DATA TO EXAMINE:

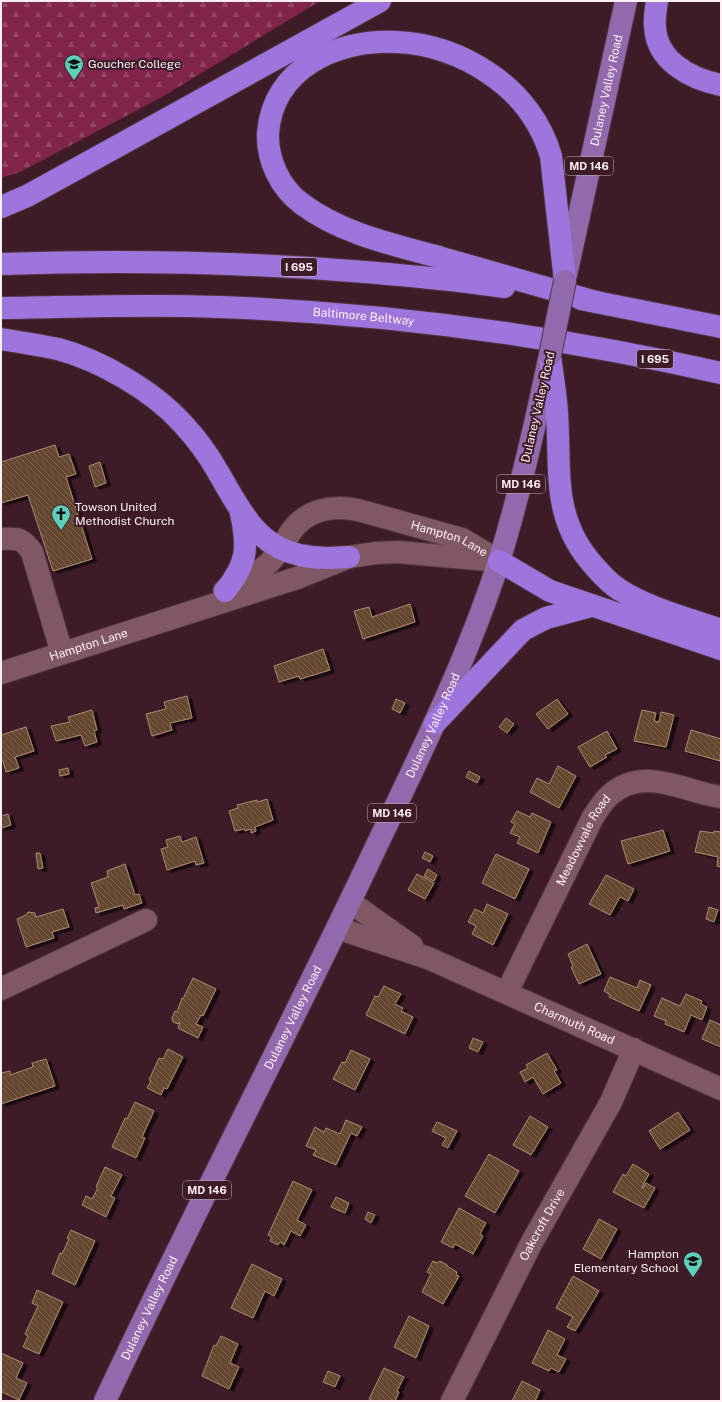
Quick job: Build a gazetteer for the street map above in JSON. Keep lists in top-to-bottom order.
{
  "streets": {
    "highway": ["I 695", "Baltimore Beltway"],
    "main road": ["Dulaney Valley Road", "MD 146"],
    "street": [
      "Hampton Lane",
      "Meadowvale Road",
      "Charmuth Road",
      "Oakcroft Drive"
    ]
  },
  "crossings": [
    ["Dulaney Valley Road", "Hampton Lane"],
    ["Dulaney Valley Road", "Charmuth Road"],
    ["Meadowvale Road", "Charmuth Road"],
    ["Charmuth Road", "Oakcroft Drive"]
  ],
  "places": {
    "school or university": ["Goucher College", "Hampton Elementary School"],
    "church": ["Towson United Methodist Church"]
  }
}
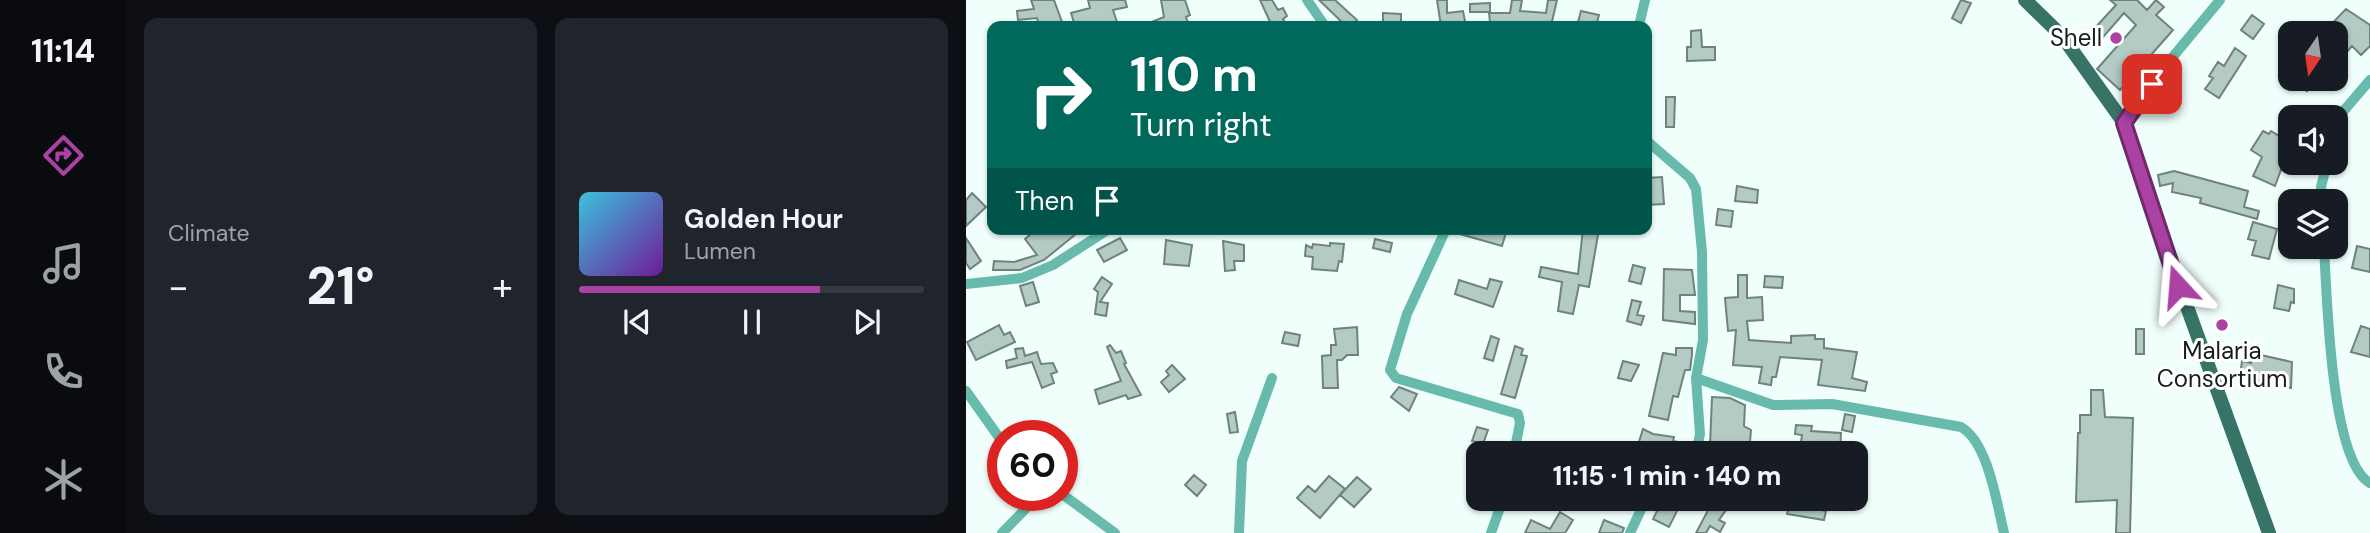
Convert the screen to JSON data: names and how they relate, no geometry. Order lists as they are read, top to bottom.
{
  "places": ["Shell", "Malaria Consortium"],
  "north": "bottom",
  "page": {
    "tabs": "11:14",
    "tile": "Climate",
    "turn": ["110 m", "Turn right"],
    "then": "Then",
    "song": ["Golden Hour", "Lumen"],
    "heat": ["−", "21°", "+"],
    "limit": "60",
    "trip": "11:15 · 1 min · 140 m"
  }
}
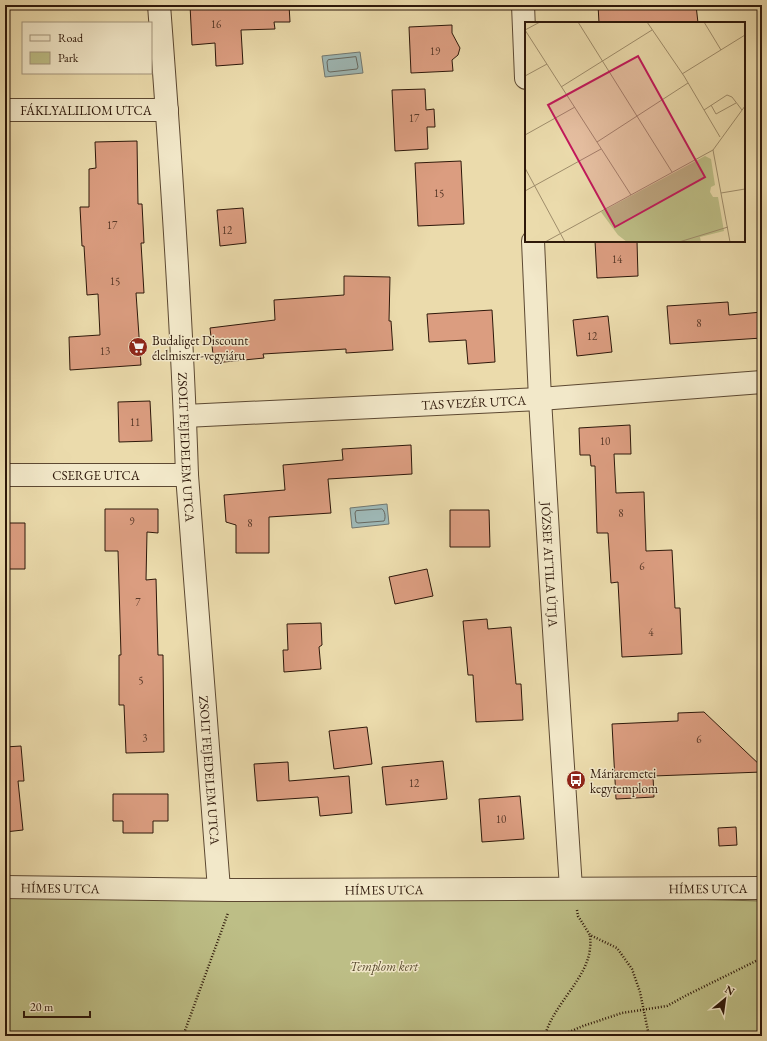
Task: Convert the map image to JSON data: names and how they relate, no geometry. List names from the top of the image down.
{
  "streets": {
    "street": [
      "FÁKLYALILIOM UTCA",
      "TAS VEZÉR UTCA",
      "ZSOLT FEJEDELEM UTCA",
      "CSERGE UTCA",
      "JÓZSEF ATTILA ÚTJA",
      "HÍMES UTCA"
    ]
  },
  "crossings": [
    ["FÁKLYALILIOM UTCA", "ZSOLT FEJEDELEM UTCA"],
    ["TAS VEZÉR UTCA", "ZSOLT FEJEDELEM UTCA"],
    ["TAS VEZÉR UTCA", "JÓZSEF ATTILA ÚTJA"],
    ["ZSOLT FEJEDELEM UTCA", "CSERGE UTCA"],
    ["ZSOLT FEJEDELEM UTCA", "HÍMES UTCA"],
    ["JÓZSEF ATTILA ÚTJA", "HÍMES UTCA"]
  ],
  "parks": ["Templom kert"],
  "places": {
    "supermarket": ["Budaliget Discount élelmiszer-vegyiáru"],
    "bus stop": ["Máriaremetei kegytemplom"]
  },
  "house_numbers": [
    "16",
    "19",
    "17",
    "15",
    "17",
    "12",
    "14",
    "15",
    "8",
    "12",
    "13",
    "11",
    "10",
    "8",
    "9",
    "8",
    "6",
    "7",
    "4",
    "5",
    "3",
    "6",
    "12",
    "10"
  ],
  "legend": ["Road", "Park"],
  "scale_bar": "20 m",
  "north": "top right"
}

WORK TO BE COMPLETED: For the entries above, the output must hold exactly the lines from the one with "Convert the screen" through the last line, both included, and no pictures.

ANSWER TO THIS EXERCISE:
Convert the screen to JSON data: names and how they relate, no geometry. Order lists as they are read, top to bottom.
{
  "places": ["Shell", "Malaria Consortium"],
  "north": "bottom",
  "page": {
    "tabs": "11:14",
    "tile": "Climate",
    "turn": ["110 m", "Turn right"],
    "then": "Then",
    "song": ["Golden Hour", "Lumen"],
    "heat": ["−", "21°", "+"],
    "limit": "60",
    "trip": "11:15 · 1 min · 140 m"
  }
}
Task: Convert the map image to JSON data: names and how they relate, no geometry. List names from the top of the image down.
{
  "streets": {
    "street": [
      "FÁKLYALILIOM UTCA",
      "TAS VEZÉR UTCA",
      "ZSOLT FEJEDELEM UTCA",
      "CSERGE UTCA",
      "JÓZSEF ATTILA ÚTJA",
      "HÍMES UTCA"
    ]
  },
  "crossings": [
    ["FÁKLYALILIOM UTCA", "ZSOLT FEJEDELEM UTCA"],
    ["TAS VEZÉR UTCA", "ZSOLT FEJEDELEM UTCA"],
    ["TAS VEZÉR UTCA", "JÓZSEF ATTILA ÚTJA"],
    ["ZSOLT FEJEDELEM UTCA", "CSERGE UTCA"],
    ["ZSOLT FEJEDELEM UTCA", "HÍMES UTCA"],
    ["JÓZSEF ATTILA ÚTJA", "HÍMES UTCA"]
  ],
  "parks": ["Templom kert"],
  "places": {
    "supermarket": ["Budaliget Discount élelmiszer-vegyiáru"],
    "bus stop": ["Máriaremetei kegytemplom"]
  },
  "house_numbers": [
    "16",
    "19",
    "17",
    "15",
    "17",
    "12",
    "14",
    "15",
    "8",
    "12",
    "13",
    "11",
    "10",
    "8",
    "9",
    "8",
    "6",
    "7",
    "4",
    "5",
    "3",
    "6",
    "12",
    "10"
  ],
  "legend": ["Road", "Park"],
  "scale_bar": "20 m",
  "north": "top right"
}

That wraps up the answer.